DATA PROVIDED

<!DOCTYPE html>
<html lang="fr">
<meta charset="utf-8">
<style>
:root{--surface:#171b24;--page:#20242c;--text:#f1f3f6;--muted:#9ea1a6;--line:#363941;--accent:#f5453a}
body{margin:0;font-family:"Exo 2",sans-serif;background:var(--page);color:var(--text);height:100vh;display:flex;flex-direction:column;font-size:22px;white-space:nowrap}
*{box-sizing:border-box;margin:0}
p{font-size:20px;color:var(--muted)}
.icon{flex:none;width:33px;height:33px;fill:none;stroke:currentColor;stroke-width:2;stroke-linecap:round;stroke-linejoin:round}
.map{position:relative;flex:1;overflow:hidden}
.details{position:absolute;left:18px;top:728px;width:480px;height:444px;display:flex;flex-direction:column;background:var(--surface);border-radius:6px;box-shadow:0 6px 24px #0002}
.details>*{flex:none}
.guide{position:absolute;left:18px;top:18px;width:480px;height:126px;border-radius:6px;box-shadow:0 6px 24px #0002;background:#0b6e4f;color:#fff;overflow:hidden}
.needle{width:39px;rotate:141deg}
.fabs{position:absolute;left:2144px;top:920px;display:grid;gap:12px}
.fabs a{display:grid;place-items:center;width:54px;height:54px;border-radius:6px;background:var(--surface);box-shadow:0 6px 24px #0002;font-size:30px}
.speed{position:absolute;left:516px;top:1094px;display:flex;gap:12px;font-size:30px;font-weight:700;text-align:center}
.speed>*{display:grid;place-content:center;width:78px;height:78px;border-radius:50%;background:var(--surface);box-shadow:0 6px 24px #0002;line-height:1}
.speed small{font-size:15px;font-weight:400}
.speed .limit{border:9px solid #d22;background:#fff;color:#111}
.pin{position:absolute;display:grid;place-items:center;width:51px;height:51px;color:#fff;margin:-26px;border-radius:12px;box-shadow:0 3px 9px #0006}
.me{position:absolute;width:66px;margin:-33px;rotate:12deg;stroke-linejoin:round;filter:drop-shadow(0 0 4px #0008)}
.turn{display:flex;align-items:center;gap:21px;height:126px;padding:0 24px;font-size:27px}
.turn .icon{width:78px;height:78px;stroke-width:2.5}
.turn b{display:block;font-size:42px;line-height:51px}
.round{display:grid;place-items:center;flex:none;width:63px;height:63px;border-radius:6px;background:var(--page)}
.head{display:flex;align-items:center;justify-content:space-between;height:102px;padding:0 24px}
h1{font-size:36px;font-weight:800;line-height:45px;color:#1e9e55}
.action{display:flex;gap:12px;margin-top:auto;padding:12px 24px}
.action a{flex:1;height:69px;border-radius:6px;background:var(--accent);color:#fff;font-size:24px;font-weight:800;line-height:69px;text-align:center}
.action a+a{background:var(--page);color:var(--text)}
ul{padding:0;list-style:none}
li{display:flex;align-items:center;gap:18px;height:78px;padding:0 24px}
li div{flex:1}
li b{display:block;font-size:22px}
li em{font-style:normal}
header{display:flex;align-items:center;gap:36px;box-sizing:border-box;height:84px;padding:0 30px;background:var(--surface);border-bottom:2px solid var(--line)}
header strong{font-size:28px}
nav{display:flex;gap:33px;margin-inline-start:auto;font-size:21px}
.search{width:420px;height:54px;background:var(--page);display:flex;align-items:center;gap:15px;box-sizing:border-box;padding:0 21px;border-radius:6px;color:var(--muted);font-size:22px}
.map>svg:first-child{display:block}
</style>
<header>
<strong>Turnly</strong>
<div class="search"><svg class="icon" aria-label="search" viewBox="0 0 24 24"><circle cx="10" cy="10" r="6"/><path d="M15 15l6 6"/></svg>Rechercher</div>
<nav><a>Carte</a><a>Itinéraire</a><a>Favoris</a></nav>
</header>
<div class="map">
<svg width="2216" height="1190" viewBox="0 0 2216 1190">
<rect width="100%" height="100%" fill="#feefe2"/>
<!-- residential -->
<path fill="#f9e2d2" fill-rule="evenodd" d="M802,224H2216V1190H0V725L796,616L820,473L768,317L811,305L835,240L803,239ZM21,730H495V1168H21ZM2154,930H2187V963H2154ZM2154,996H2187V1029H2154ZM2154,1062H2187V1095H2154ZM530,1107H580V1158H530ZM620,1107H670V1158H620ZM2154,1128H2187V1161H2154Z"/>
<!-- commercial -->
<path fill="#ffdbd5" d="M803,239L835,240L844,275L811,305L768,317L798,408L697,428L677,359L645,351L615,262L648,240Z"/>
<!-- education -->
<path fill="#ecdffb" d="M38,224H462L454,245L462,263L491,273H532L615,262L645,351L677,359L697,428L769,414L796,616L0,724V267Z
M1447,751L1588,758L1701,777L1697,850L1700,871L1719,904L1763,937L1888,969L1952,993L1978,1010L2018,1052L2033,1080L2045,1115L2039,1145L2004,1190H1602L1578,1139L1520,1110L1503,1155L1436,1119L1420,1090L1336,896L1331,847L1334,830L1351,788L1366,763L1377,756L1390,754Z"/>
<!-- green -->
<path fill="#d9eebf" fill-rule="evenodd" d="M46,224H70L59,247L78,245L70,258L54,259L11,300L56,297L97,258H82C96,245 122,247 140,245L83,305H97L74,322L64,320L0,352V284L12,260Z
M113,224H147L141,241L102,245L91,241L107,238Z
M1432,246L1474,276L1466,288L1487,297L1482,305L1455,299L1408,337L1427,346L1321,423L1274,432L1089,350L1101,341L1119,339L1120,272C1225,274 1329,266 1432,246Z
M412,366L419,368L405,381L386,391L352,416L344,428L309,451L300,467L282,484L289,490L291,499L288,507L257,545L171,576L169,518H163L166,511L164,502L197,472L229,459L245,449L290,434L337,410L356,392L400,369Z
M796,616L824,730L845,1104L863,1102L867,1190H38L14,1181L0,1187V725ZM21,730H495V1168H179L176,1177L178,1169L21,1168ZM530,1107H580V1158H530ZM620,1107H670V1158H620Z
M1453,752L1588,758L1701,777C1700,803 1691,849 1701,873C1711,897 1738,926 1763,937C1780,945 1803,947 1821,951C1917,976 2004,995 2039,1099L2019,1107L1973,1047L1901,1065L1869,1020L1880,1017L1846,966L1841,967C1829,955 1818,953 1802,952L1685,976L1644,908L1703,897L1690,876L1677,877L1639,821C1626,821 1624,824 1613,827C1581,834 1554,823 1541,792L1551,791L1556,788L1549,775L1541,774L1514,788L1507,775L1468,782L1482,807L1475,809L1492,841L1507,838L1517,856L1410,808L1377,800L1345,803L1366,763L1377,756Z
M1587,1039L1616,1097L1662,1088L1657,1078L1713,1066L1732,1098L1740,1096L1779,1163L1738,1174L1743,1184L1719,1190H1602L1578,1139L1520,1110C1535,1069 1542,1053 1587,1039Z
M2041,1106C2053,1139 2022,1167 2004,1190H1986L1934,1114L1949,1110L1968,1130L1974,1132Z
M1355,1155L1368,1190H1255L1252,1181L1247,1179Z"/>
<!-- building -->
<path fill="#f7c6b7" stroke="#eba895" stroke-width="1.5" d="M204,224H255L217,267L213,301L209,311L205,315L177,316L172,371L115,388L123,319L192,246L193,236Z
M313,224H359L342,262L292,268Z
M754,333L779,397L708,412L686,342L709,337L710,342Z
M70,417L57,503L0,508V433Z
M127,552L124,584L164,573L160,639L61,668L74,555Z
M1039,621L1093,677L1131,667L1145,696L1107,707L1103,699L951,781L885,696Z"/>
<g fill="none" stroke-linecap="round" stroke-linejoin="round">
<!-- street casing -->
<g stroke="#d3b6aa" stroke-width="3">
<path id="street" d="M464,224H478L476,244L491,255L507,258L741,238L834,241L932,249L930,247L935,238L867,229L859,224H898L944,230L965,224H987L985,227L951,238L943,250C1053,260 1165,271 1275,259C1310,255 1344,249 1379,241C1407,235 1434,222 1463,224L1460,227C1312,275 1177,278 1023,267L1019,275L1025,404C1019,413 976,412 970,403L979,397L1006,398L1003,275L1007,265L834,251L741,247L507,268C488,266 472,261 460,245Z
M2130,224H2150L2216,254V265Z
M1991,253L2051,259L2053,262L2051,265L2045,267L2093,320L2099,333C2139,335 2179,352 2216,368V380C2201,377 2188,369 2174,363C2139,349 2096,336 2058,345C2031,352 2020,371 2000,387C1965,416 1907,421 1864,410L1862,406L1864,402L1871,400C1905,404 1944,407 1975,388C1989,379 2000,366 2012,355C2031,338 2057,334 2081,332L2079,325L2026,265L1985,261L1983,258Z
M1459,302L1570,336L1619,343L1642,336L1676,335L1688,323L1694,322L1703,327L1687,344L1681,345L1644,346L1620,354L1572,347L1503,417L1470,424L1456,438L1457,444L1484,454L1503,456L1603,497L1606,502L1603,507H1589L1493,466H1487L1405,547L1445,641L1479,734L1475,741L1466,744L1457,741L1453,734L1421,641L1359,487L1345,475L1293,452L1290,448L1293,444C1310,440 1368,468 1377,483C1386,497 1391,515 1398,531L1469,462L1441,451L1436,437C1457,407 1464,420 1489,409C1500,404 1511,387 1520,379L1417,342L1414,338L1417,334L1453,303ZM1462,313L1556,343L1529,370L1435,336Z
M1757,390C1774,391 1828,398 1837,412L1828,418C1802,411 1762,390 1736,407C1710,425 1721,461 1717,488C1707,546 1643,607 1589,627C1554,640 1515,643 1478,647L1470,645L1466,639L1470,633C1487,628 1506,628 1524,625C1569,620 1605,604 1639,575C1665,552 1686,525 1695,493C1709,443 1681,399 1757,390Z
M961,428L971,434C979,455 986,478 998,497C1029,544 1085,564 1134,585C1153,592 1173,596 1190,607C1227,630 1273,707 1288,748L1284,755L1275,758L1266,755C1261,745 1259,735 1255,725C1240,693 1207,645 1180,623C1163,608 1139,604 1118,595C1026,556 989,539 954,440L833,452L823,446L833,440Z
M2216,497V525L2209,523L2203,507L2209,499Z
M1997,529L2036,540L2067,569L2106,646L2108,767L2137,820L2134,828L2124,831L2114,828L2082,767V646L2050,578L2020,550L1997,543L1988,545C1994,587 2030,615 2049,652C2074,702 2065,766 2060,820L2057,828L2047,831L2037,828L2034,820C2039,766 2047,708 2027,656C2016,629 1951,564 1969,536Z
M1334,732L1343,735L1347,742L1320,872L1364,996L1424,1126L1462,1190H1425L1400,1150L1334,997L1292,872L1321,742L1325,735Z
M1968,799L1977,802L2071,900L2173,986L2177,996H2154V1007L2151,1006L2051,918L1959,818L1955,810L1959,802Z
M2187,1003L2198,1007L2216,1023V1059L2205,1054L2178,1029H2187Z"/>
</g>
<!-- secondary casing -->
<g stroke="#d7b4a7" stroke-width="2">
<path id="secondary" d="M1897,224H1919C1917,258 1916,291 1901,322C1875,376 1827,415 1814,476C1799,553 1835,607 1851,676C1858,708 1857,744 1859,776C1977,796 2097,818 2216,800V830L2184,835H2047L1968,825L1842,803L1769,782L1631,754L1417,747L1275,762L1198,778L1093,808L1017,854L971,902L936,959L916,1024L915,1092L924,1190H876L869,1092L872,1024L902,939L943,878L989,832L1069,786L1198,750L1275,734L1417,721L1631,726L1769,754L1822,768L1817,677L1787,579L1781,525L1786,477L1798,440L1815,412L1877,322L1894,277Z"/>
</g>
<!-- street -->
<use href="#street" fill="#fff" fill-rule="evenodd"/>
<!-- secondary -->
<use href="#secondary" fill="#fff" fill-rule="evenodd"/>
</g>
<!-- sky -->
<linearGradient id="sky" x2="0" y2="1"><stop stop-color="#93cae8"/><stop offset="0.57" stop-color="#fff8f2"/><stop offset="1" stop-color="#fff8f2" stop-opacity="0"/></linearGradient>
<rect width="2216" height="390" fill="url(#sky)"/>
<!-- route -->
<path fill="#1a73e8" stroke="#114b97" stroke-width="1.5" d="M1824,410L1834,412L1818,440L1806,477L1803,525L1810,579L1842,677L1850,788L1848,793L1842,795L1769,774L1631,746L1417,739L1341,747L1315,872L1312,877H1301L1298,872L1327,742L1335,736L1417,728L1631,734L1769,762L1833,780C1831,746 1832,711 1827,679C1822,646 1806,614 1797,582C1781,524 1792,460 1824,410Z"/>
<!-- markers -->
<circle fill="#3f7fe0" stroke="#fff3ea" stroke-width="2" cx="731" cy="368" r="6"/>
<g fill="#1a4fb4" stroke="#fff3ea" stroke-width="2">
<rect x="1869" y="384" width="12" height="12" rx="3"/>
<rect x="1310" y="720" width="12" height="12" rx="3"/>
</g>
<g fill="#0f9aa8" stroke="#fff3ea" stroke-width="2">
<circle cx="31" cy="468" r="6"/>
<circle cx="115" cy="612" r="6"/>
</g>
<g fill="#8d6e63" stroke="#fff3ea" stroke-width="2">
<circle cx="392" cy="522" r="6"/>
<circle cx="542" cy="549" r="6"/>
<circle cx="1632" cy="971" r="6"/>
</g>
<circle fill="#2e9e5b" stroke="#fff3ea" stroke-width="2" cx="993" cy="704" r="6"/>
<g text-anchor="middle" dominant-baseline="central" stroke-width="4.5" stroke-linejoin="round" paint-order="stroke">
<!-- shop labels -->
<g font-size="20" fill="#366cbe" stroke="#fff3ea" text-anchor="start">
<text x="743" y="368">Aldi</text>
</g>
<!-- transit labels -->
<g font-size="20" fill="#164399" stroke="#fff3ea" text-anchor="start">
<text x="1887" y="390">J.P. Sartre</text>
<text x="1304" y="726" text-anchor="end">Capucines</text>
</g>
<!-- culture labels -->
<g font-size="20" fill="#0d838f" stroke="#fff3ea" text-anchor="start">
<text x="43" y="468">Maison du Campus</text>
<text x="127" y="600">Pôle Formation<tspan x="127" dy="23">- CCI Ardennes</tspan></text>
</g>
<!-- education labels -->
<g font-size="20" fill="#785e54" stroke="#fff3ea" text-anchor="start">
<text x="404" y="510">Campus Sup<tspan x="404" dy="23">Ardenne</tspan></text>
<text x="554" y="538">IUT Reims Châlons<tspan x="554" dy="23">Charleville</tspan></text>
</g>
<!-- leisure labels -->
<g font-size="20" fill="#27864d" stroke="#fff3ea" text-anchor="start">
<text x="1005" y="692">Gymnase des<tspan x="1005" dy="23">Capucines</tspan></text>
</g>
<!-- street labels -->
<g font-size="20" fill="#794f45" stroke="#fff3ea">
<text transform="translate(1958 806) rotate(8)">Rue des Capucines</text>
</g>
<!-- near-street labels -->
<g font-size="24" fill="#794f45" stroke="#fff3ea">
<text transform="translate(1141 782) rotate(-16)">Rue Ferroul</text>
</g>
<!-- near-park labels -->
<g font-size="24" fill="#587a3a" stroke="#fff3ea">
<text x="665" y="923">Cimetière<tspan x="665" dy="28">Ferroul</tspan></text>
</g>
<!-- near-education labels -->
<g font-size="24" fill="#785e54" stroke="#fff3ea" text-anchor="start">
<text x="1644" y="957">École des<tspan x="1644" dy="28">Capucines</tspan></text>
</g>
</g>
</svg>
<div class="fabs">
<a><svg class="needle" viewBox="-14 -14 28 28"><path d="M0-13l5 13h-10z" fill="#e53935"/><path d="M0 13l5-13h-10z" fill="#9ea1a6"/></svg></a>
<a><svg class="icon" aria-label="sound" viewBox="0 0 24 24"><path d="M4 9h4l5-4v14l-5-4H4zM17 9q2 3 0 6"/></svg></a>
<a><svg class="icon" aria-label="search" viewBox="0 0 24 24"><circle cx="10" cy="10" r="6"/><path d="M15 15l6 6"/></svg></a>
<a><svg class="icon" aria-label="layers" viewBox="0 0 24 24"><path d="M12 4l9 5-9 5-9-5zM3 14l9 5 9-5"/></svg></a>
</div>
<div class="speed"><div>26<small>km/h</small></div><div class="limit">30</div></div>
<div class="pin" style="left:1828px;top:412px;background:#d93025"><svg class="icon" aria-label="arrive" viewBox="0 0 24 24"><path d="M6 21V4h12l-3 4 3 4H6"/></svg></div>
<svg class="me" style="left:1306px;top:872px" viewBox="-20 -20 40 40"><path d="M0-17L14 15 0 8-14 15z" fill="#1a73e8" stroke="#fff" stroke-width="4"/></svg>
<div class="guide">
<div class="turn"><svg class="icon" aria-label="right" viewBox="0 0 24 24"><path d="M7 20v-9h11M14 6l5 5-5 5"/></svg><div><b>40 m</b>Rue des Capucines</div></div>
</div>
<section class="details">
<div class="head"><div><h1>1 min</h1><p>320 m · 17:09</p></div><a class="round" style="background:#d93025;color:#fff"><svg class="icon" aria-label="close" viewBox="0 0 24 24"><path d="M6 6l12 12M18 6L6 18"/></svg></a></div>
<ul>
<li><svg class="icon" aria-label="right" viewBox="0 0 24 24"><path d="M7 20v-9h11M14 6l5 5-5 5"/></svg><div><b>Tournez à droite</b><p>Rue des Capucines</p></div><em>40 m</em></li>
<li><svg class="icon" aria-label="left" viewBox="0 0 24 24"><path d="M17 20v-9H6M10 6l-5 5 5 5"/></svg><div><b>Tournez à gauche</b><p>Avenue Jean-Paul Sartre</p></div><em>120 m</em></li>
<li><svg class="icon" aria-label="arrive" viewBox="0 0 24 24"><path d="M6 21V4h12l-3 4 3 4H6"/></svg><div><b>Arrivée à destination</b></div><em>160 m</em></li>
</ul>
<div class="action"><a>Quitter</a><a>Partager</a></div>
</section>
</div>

ASSIGNMENT
A count is needed of the lines in the entries that contain "column". Supply only that number.

FINAL ANSWER
2